**WORK TO COMPLETE**
The word "direction": in how many lines of the records does it appear? Reply with the number alone.

Collected data entries:
* * * * * * *

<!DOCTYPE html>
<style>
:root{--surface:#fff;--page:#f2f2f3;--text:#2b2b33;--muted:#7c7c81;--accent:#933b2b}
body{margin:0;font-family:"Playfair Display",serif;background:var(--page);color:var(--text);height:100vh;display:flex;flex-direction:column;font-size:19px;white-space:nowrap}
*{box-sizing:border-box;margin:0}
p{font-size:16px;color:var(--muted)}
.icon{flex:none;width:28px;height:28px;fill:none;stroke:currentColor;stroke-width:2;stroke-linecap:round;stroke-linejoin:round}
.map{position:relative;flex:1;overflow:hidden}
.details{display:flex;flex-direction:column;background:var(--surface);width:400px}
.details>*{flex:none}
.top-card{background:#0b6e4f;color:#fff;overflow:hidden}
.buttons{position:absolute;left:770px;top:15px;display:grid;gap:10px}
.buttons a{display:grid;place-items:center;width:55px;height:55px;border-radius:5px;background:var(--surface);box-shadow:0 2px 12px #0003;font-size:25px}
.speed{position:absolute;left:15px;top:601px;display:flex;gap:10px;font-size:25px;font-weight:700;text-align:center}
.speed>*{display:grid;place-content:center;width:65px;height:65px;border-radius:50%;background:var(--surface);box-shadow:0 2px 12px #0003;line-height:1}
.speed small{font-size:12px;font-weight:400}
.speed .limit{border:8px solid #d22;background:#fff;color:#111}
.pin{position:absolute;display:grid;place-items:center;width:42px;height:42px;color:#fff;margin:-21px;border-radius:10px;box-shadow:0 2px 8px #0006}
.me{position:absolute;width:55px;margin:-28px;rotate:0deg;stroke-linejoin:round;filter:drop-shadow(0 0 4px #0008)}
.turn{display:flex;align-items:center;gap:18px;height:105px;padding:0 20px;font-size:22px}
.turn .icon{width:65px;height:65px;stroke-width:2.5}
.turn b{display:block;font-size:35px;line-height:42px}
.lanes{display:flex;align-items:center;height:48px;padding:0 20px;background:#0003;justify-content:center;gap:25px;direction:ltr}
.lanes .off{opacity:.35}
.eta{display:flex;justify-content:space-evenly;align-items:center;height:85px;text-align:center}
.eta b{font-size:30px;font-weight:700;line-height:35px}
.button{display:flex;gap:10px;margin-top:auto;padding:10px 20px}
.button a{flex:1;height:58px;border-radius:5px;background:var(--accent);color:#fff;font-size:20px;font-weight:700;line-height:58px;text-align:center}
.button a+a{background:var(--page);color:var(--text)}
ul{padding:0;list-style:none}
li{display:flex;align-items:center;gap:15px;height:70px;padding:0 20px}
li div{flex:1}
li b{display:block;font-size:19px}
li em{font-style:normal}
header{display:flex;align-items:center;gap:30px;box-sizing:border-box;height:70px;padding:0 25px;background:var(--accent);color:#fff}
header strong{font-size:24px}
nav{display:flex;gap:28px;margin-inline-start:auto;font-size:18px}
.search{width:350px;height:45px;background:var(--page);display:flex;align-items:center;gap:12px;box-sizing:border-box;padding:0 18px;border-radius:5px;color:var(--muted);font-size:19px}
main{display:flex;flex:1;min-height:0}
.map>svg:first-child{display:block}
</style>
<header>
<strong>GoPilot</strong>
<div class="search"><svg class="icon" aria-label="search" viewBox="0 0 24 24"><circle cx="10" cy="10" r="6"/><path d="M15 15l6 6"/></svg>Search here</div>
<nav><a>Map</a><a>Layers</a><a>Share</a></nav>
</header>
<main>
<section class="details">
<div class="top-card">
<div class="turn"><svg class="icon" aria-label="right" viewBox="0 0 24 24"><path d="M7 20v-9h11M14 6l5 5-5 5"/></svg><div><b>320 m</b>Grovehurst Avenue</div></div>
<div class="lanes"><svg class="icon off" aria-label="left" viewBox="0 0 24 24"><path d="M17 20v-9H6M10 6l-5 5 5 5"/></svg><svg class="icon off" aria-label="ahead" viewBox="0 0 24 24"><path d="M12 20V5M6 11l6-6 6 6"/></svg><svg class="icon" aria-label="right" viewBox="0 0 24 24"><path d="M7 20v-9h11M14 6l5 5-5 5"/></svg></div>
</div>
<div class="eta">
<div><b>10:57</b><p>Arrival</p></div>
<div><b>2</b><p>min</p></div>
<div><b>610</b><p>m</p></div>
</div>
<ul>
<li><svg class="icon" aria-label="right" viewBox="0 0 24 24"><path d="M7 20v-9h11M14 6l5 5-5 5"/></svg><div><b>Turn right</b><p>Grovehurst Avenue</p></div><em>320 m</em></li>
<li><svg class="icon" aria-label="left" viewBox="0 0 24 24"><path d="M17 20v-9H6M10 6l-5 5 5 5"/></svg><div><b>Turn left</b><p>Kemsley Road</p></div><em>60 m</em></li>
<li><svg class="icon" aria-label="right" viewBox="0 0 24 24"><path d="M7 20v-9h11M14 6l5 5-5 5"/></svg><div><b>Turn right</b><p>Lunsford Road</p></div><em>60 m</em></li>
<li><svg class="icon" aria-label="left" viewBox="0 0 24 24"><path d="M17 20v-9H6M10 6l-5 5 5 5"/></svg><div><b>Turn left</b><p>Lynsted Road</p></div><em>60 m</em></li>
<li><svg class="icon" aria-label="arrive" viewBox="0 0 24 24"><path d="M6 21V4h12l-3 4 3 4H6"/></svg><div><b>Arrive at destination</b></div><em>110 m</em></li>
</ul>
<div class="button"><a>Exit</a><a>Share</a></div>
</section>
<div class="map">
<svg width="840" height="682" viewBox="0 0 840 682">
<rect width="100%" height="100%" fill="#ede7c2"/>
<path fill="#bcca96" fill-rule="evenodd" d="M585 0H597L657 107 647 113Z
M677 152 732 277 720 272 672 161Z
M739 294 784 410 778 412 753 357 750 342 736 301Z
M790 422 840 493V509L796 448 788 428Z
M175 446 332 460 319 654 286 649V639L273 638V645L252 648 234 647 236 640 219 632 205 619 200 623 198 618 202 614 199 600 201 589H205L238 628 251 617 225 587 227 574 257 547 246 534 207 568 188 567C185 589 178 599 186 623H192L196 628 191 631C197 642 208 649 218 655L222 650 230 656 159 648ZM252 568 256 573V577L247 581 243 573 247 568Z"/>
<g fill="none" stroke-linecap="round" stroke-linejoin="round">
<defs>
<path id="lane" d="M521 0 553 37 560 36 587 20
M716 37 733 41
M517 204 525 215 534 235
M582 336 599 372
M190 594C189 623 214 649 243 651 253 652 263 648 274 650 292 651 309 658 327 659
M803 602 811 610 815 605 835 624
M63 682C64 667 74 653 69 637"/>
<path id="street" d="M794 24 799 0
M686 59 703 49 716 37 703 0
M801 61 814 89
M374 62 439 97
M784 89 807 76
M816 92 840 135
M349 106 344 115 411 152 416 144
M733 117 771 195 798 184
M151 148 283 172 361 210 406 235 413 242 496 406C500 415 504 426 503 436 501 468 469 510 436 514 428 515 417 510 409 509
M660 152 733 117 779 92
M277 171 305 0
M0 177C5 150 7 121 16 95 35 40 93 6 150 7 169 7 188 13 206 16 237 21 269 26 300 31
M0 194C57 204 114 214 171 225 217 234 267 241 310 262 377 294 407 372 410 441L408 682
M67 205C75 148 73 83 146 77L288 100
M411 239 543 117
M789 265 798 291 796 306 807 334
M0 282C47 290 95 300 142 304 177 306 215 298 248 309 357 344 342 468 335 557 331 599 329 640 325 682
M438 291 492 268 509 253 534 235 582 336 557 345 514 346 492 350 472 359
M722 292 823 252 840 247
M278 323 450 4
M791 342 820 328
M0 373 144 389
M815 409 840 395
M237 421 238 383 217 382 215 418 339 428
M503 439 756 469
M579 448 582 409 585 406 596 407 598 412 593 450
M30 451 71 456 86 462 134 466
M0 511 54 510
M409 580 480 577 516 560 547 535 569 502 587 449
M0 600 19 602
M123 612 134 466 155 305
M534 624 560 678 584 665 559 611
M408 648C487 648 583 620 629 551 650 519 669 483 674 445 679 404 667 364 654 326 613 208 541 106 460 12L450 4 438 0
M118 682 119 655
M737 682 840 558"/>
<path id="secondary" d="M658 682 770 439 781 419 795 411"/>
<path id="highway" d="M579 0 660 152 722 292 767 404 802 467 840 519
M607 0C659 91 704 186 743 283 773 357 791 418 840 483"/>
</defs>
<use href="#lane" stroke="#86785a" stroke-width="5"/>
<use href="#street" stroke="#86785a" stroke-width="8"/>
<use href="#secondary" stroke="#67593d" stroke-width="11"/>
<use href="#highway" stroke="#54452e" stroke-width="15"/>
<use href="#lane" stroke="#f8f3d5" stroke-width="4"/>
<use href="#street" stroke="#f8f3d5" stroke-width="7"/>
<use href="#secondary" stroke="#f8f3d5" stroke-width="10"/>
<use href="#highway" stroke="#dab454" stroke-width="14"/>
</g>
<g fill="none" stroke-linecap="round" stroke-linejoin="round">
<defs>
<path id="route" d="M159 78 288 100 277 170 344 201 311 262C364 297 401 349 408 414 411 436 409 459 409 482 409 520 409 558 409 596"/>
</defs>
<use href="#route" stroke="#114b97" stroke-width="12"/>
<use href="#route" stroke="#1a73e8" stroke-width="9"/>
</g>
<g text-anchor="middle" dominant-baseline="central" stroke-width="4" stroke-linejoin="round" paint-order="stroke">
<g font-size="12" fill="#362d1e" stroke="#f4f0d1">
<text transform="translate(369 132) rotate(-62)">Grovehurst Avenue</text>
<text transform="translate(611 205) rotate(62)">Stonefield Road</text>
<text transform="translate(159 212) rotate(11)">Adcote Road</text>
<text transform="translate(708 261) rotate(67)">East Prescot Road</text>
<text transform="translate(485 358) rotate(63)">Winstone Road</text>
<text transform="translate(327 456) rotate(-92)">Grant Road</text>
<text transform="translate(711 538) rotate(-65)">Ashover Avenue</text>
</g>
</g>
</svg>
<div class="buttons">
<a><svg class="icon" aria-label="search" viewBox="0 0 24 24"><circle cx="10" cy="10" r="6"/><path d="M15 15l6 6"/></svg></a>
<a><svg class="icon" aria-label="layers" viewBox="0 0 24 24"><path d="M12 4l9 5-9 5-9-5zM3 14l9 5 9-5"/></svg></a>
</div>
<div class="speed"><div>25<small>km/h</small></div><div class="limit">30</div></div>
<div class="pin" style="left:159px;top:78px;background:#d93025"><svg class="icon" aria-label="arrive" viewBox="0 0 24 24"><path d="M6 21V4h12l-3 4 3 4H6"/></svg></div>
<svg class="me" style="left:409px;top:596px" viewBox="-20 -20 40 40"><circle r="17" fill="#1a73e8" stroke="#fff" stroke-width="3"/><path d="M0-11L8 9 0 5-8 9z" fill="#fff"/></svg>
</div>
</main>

* * * * * * *

**OUTPUT OF THE TASK**
3